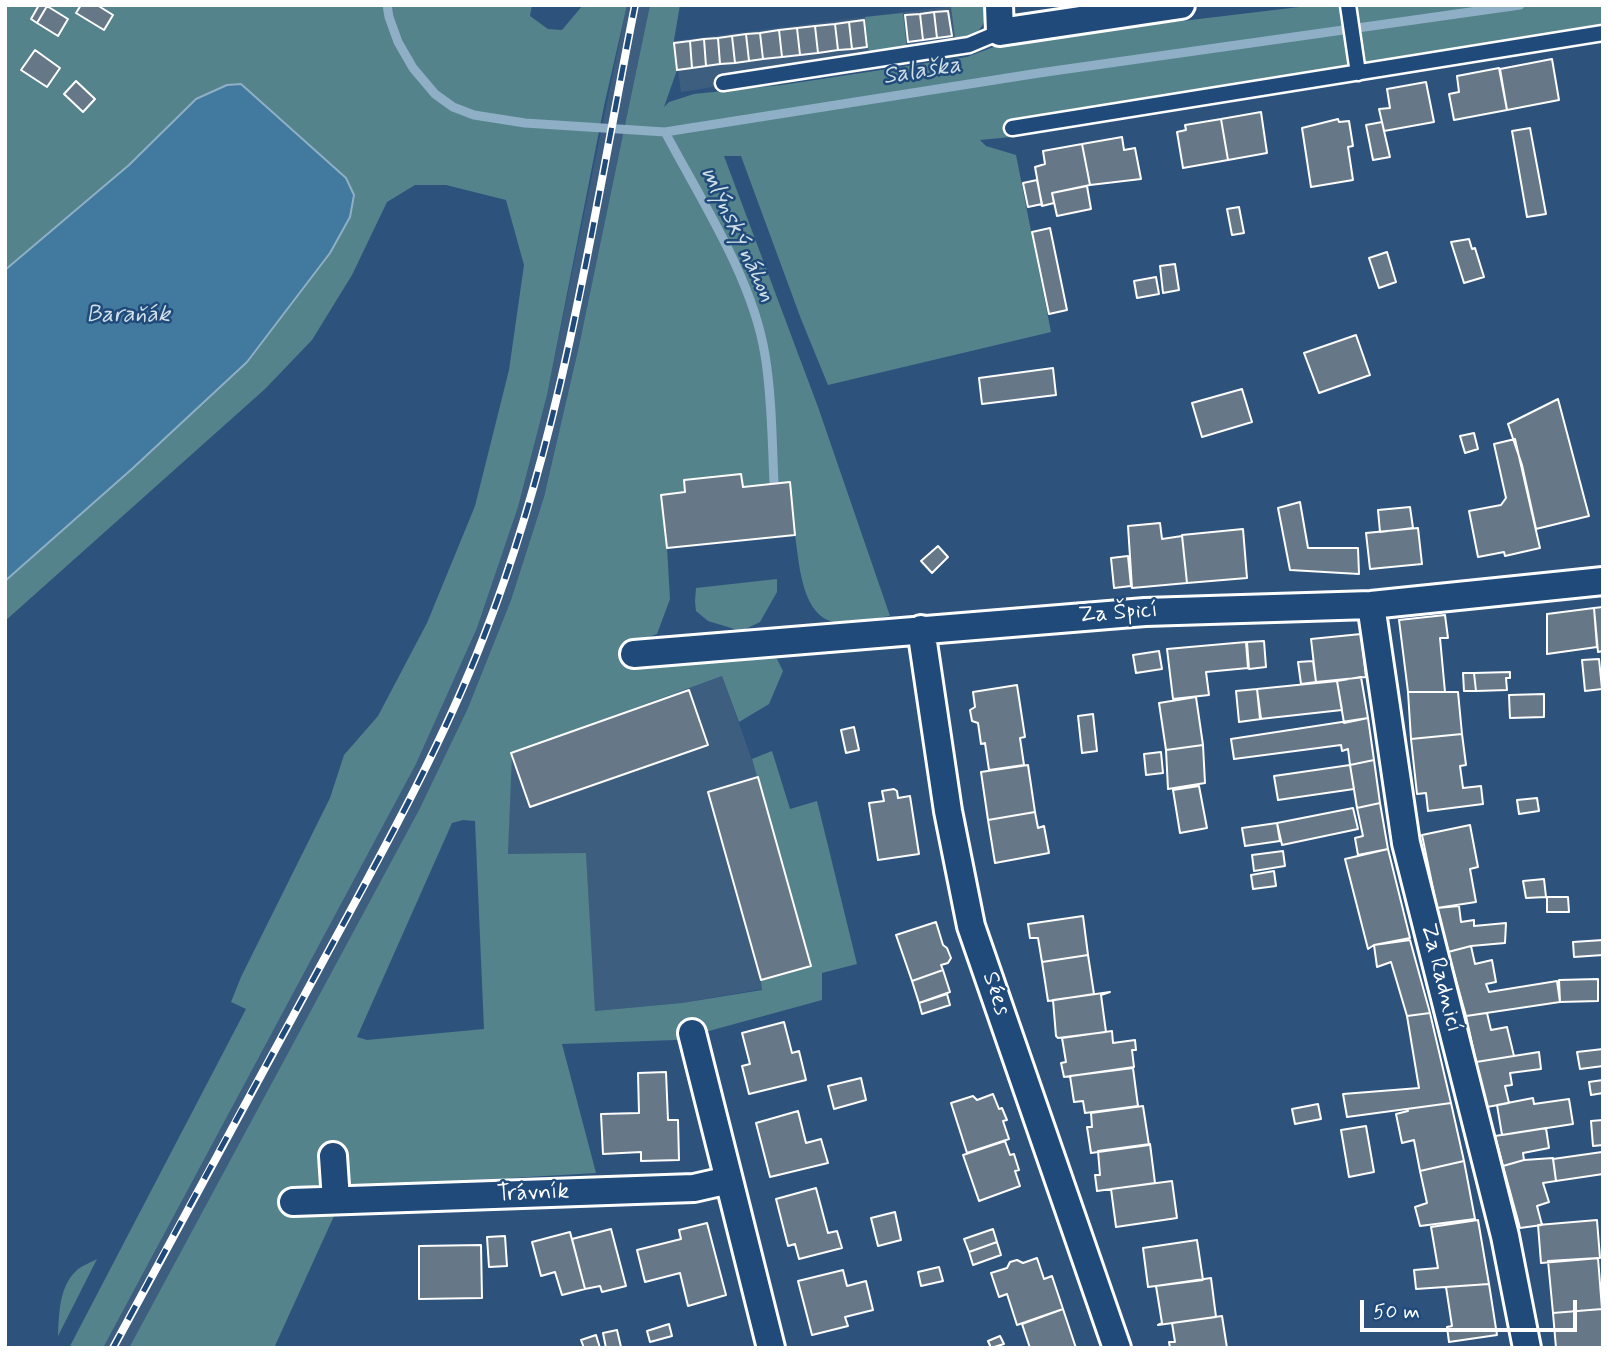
<!DOCTYPE html>
<html>
<head>
<meta charset="utf-8">
<style>
  body { margin:0 }
  #map { position:relative; width:1608px; height:1353px; overflow:hidden; background:#2d537d; font-family:Mynerve,sans-serif }
  canvas { display:block }
  .frame { position:absolute; inset:0; border:7px solid #fff; pointer-events:none }
  .scale { position:absolute; left:1360px; top:1300px; width:217px; height:32px; box-sizing:border-box; border:4px solid #fff; border-top:0; padding-left:9px; font-size:21px; line-height:24px; white-space:nowrap; color:#fff; -webkit-text-stroke:5px #1f4a7a; paint-order:stroke }
</style>
</head>
<body>
<div id="map">
<canvas width="1608" height="1353"></canvas>
<div class="frame"></div>
<div class="scale">50 m</div>
</div>
<script>
const context = document.querySelector('canvas').getContext('2d');
context.lineJoin = 'round';
function fillPath(path, color) { context.fillStyle = color; context.fill(path, 'evenodd'); }
function stroke(path, color, width, dash) { context.strokeStyle = color; context.lineWidth = width; context.lineCap = dash ? 'butt' : 'round'; context.setLineDash(dash || []); context.stroke(path); }
function drawText(font, color, halo, rows, align = 'center') {
  context.font = font + ' Mynerve,sans-serif'; context.lineWidth = 5; context.setLineDash([]); context.textBaseline = 'middle'; context.strokeStyle = halo; context.fillStyle = color; for (const [text, x, y, turn = 0] of rows) {
    context.save(); context.translate(x, y); context.rotate((+turn || 0) * Math.PI / 180); context.textAlign = isNaN(turn) ? turn : align; if (halo) context.strokeText(text, 0, 0); context.fillText(text, 0, 0); context.restore();
  }
}
const built = new Path2D(`
  M627 5H650L579 346 544 497 511 600 468 708 419 810 129 1348H103L416 764 477 628 518 507 547 395Z
  M961 5H978L982 44 681 92 674 41Z
  M722 676 758 777 811 966 762 980V989L682 1003 595 1011 586 854 508 855 511 753Z`);
const green = new Path2D(`
  M5 5H532L530 16 548 29 562 30 583 5H627L604 106 547 395 518 507 477 628 416 764 103 1348H69L246 1009 231 1002 241 977 330 798 344 755 378 716 427 623 475 506 509 370 524 265 506 200 446 185H415L387 202 352 275 312 340 265 389 5 621V581L133 468 247 362 330 253 350 217 354 195 346 178 241 84 196 99 129 165 5 270Z
  M650 5H680L674 40 677 70 664 107 669 102 694 94 782 85 967 57 1007 42 1316 5H1603V24L1040 117 1009 125 1011 137 980 140 986 146 1016 155 1051 332 828 385 801 319 741 156H724L818 407 890 616C875 618 842 625 830 621 801 611 799 561 795 535L667 548 670 599 657 634 630 643 765 654 777 659 783 671 769 704 739 722 722 676 512 753 508 854 586 853 595 1011 682 1003 762 990 761 980 811 966 752 759 772 751 790 809 817 801 857 964 822 973V1000L676 1040 562 1044 596 1173 511 1178 509 1187 354 1188 349 1183 274 1348H129L419 810 468 708 511 600 544 497 579 346ZM463 820 475 821 484 1029 367 1040 357 1037 452 823Z
  M958 5H986C987 28 977 37 955 38L951 6Z
  M903 13 907 50 869 56 865 17Z
  M777 579V592L760 622 741 631 708 621 696 611 695 601 696 588Z
  M97 1259 58 1336C59 1314 59 1286 77 1270 82 1266 91 1262 97 1259Z`);
const water = new Path2D(`
  M241 84 346 178 354 195 350 217 330 253 247 362 133 468 5 581V270L129 165 196 99 227 85Z`);
const stream = new Path2D(`
  M387 5 389 17 398 42 413 68 435 94 453 107 474 115 525 123 665 132 1039 73 1520 5
  M665 132C701 200 753 279 765 355 772 397 772 441 774 483`);
const building = new Path2D(`
  M39 5 47 6 37 23 31 19Z
  M81 5H97L113 15 104 30 76 13Z
  M47 6 68 19 58 36 37 23Z
  M948 11 952 36 937 38 934 12Z
  M934 12 937 38 923 40 920 14Z
  M920 14 923 40 908 42 905 15Z
  M864 20 867 47 852 49 849 22Z
  M849 22 852 49 838 50 835 24Z
  M835 24 838 50 818 53 815 26Z
  M815 26 818 53 800 55 797 28Z
  M797 28 800 55 782 57 779 30Z
  M779 30 782 57 763 59 760 33Z
  M760 33 763 59 749 61 746 34Z
  M746 34 749 61 735 63 732 36Z
  M732 36 735 63 720 64 718 38Z
  M718 38 720 64 706 66 704 39Z
  M704 39 706 66 692 68 690 41Z
  M690 41 692 68 677 70 674 43Z
  M35 50 60 68 47 87 21 70Z
  M1552 59 1559 100 1507 110 1500 69Z
  M1499 68 1507 110 1454 120 1449 94 1459 92 1457 76Z
  M76 81 95 99 83 112 64 94Z
  M1426 82 1434 122 1384 131 1379 109 1390 108 1387 89Z
  M1261 112 1267 153 1228 160 1221 119Z
  M1221 119 1228 160 1183 168 1177 132 1186 130 1185 125Z
  M1338 119 1339 122 1349 121 1353 146 1348 147 1353 180 1311 187 1302 128Z
  M1382 122 1390 157 1373 160 1366 125Z
  M1530 128 1546 214 1527 217 1512 131Z
  M1122 137 1124 150 1135 148 1141 179 1090 185 1082 144Z
  M1082 144 1090 185 1052 193 1054 203 1042 206 1035 167 1045 164 1043 151Z
  M1037 180 1042 204 1028 207 1023 183Z
  M1087 186 1091 209 1057 216 1052 193Z
  M1239 207 1244 233 1232 235 1227 209Z
  M1050 228 1067 310 1049 314 1032 232Z
  M1469 239 1472 249 1475 248 1484 277 1464 283 1451 242Z
  M1387 252 1396 282 1379 288 1369 258Z
  M1175 264 1179 290 1163 293 1160 266Z
  M1156 277 1159 294 1137 298 1134 281Z
  M1356 335 1370 375 1319 393 1304 353Z
  M1053 368 1056 395 982 404 979 378Z
  M1242 389 1252 422 1202 437 1192 403Z
  M1558 399 1589 516 1536 529 1522 465 1508 424Z
  M1474 433 1478 449 1465 453 1460 436Z
  M1515 439 1540 548 1505 556 1504 552 1478 557 1469 511 1501 505 1506 498 1494 444Z
  M741 474 743 487 790 482 795 535 667 548 661 495 685 492 684 480Z
  M1300 502 1308 548H1358L1359 574 1290 570 1278 508Z
  M1410 507 1413 528 1380 532 1378 510Z
  M1160 523 1162 539 1182 536 1187 583 1132 588 1128 526Z
  M1418 528 1422 564 1370 569 1366 533Z
  M1243 529 1247 578 1187 583 1182 535Z
  M938 546 948 557 932 573 921 561Z
  M1128 556 1131 586 1114 588 1111 558Z
  M1603 607V651L1598 652 1594 608Z
  M1594 608 1597 647 1547 654V614Z
  M1445 615 1448 638H1440L1445 692H1408L1399 620Z
  M1361 634 1366 677 1316 682 1311 639Z
  M1264 641 1266 667 1249 669 1247 642Z
  M1246 642 1248 668 1206 672 1209 695 1173 699 1167 649Z
  M1159 651 1162 669 1136 673 1133 655Z
  M1599 659 1602 689 1585 691 1582 660Z
  M1313 661 1316 682 1301 684 1298 662Z
  M1510 672V678H1506L1507 690 1476 691 1474 673Z
  M1463 673H1474L1476 691H1464Z
  M1361 677 1368 718 1344 723 1337 681Z
  M1337 681 1342 710 1260 719 1257 689Z
  M1017 685 1025 737 1020 738 1024 765 989 770 985 743 981 744 978 723 972 721 970 710 975 707 973 692Z
  M1257 689 1261 719 1239 722 1236 691Z
  M689 690 708 745 530 807 511 753Z
  M1408 692H1458L1462 734 1411 739Z
  M1544 694V717L1510 718 1509 695Z
  M1196 697 1203 745 1166 750 1159 703Z
  M1093 714 1097 751 1082 753 1078 716Z
  M1368 718 1374 760 1350 765 1348 749 1342 751 1341 745 1234 759 1231 739Z
  M854 727 859 750 846 753 841 730Z
  M1462 734 1466 765 1460 766 1463 788 1481 786 1483 804 1428 811 1426 793 1417 794 1411 739Z
  M1203 745 1205 783 1168 789 1166 750Z
  M1161 752 1163 773 1146 775 1144 754Z
  M1374 760 1380 803 1357 808 1350 765Z
  M1028 765 1035 812 988 820 981 772Z
  M1350 765 1354 789 1278 800 1274 776Z
  M758 777 811 966 761 980 708 792Z
  M1199 786 1207 828 1180 833 1173 790Z
  M894 789 897 791 898 798 910 796 919 854 878 860 869 803 884 801 882 791Z
  M1537 798 1539 811 1519 814 1517 800Z
  M1380 803 1388 849 1358 855 1355 838 1363 836 1357 808Z
  M1353 808 1358 829 1282 845 1277 823Z
  M1035 812 1038 828 1044 826 1049 853 995 863 988 820Z
  M1277 823 1280 841 1245 846 1242 828Z
  M1470 825 1478 867 1470 869 1476 902 1437 908 1422 835Z
  M1388 849 1410 938 1374 945 1368 949 1345 859Z
  M1283 851 1285 866 1254 871 1252 855Z
  M1274 871 1276 886 1253 889 1251 875Z
  M1544 879 1546 897 1526 898 1523 881Z
  M1547 897H1568L1569 912H1547Z
  M1459 906 1461 922 1474 920V926L1506 923 1505 943 1471 946 1448 952 1437 908Z
  M1083 916 1088 955 1042 962 1038 938H1030L1028 924Z
  M936 922 943 945 947 948 951 958 948 963 941 965 943 970 912 981 896 935Z
  M1410 940 1430 1013 1407 1016 1391 962 1377 967 1374 945Z
  M1603 940V955L1574 957 1573 942Z
  M1471 946 1475 964 1492 960 1496 982 1486 984 1489 992 1557 981 1560 1002 1466 1016 1448 952Z
  M1088 955 1094 994 1048 1001 1042 962Z
  M943 970 950 992 919 1003 912 981Z
  M1598 979V1001L1560 1002 1559 980Z
  M1110 992 1101 995 1106 1032 1058 1038 1056 1036 1053 1000Z
  M947 994 950 1005 922 1014 919 1003Z
  M1430 1013 1451 1103 1347 1117 1343 1094 1419 1088 1407 1016Z
  M1487 1013 1491 1030 1507 1027 1514 1056 1476 1062 1466 1016Z
  M784 1022 792 1053 799 1051 806 1080 749 1094 742 1066 750 1064 742 1033Z
  M1112 1031 1113 1043 1135 1040 1136 1050H1132L1134 1067 1064 1077 1061 1063 1066 1062 1062 1038Z
  M1603 1049V1066L1580 1069 1577 1052Z
  M1539 1052 1541 1069 1510 1073 1512 1085 1505 1086 1509 1103 1487 1107 1476 1062Z
  M1133 1068 1138 1106 1085 1113 1083 1101 1074 1102 1070 1076Z
  M666 1072 668 1120H678L679 1160 641 1161V1152L603 1154 601 1114 639 1113 638 1073Z
  M861 1078 866 1100 834 1109 828 1086Z
  M1603 1080V1093L1591 1095 1589 1082Z
  M993 1094 999 1109 1002 1108 1007 1120 1003 1121 1009 1139 967 1153 951 1103 973 1096 977 1100Z
  M1533 1098 1534 1104 1569 1099 1573 1124 1502 1135 1497 1105Z
  M1451 1103 1464 1161 1420 1171 1414 1140 1402 1143 1396 1114 1408 1111 1407 1109Z
  M1318 1104 1321 1119 1295 1124 1292 1109Z
  M1143 1106 1149 1145 1091 1153 1087 1127H1092L1091 1113Z
  M798 1111 806 1143 821 1139 828 1163 770 1177 756 1123Z
  M1603 1120V1145L1593 1146 1591 1121Z
  M1366 1126 1374 1172 1349 1177 1341 1130Z
  M1546 1128 1549 1148 1523 1153 1524 1160 1503 1166 1495 1136Z
  M1005 1141 1010 1155 1014 1154 1019 1170 1015 1171 1020 1186 979 1201 963 1155Z
  M1150 1144 1155 1183 1097 1191 1095 1175H1100L1098 1151Z
  M1602 1152 1603 1174 1556 1181 1553 1159Z
  M1553 1158 1556 1181 1543 1183 1549 1202 1537 1206 1542 1225 1520 1228 1503 1166 1524 1160Z
  M1464 1161 1475 1219 1420 1226 1415 1207 1427 1203 1420 1171Z
  M1172 1181 1177 1218 1116 1227 1111 1189Z
  M816 1188 828 1233 837 1231 842 1248 799 1259 795 1244 788 1246 776 1199Z
  M895 1212 901 1240 878 1246 871 1218Z
  M1478 1220 1489 1284 1416 1289 1414 1270 1438 1268 1431 1227Z
  M1597 1220 1600 1258 1541 1263 1538 1225Z
  M707 1223 726 1295 688 1306 680 1273 645 1282 637 1250 681 1239 679 1230Z
  M611 1229 626 1286 602 1292 600 1286 585 1289 572 1239Z
  M993 1229 997 1242 969 1252 964 1239Z
  M570 1232 585 1289 562 1295 555 1272 541 1276 532 1242Z
  M505 1236 507 1266 489 1267 487 1237Z
  M1197 1240 1203 1280 1148 1287 1143 1248Z
  M997 1242 1001 1255 973 1265 969 1252Z
  M481 1245 482 1298 419 1299V1246Z
  M1037 1258 1044 1279 1052 1276 1063 1309 1017 1325 1007 1294 999 1297 991 1273 1007 1268 1010 1262 1017 1260 1023 1263Z
  M1598 1258 1602 1309 1553 1313 1548 1261Z
  M939 1267 943 1281 921 1286 918 1272Z
  M843 1270 847 1286 866 1281 873 1310 845 1317 848 1326 812 1335 798 1281Z
  M1211 1278 1216 1317 1158 1325 1162 1323 1156 1286Z
  M1489 1284 1497 1335 1449 1342 1447 1327 1452 1326 1446 1287Z
  M1063 1309 1076 1348H1030L1022 1324Z
  M1602 1309 1603 1348H1556L1553 1313Z
  M1222 1316 1227 1348H1170L1169 1342H1175L1172 1323Z
  M669 1324 672 1336 650 1342 647 1331Z
  M617 1330 621 1347 606 1348 603 1333Z
  M596 1335 600 1348H584L581 1340Z
  M1000 1336 1004 1344 991 1348 988 1341Z`);
const service = new Path2D(`
  M1348 5 1358 73
  M723 83 969 45 1000 32
  M1012 128 1603 33`);
const minor = new Path2D(`
  M999 5 1000 32 1181 5
  M1371 605 1406 843 1505 1236 1527 1348
  M921 629 948 811 971 926 1117 1348
  M634 654 1145 612 1371 605 1603 581
  M692 1033 729 1180
  M333 1156 336 1200
  M293 1202 694 1188 729 1180 771 1348`);
const rail = new Path2D(`
  M113 1348C182 1219 252 1091 322 963 380 856 440 750 484 636 563 434 593 217 635 5`);
const streetNames = [
  ["Za Špicí",1118,614,-4],
  ["Za Radnicí",1440,978,76],
  ["Sées",995,994,71],
  ["Trávník",533,1194,-2]
];
const waterNames = [
  ["Salaška",922,72,-9],
  ["mlýnský náhon",737,235,65],
  ["Baraňák",128,316]
];
fillPath(built, '#3e5e80');
fillPath(green, '#54838c');
fillPath(water, '#427a9f');
stroke(water, '#8eafc5', 2);
stroke(stream, '#8eafc5', 9);
fillPath(building, '#667887');
stroke(building, '#fff', 2);
stroke(service, '#fff', 19);
stroke(minor, '#fff', 32);
stroke(service, '#1f4a7a', 14);
stroke(minor, '#1f4a7a', 26);
stroke(rail, '#fff', 8);
stroke(rail, '#1f4a7a', 5, [16]);
drawText('23px', '#fff', '#1f4a7a', streetNames);
drawText('italic 24px', '#d0dee7', '#1f4a7a', waterNames);
</script>
</body>
</html>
★ ★ ★ ★ ★ ★ ★
- _What to do_: Starting at the line above that contains "M1603 1049V1066L1580 1069 1577 1052Z", write out each line exactly until the line that contains "M1318 1104 1321 1119 1295 1124 1292 1109Z" has been written, and stop there.

- _Answer space_:
  M1603 1049V1066L1580 1069 1577 1052Z
  M1539 1052 1541 1069 1510 1073 1512 1085 1505 1086 1509 1103 1487 1107 1476 1062Z
  M1133 1068 1138 1106 1085 1113 1083 1101 1074 1102 1070 1076Z
  M666 1072 668 1120H678L679 1160 641 1161V1152L603 1154 601 1114 639 1113 638 1073Z
  M861 1078 866 1100 834 1109 828 1086Z
  M1603 1080V1093L1591 1095 1589 1082Z
  M993 1094 999 1109 1002 1108 1007 1120 1003 1121 1009 1139 967 1153 951 1103 973 1096 977 1100Z
  M1533 1098 1534 1104 1569 1099 1573 1124 1502 1135 1497 1105Z
  M1451 1103 1464 1161 1420 1171 1414 1140 1402 1143 1396 1114 1408 1111 1407 1109Z
  M1318 1104 1321 1119 1295 1124 1292 1109Z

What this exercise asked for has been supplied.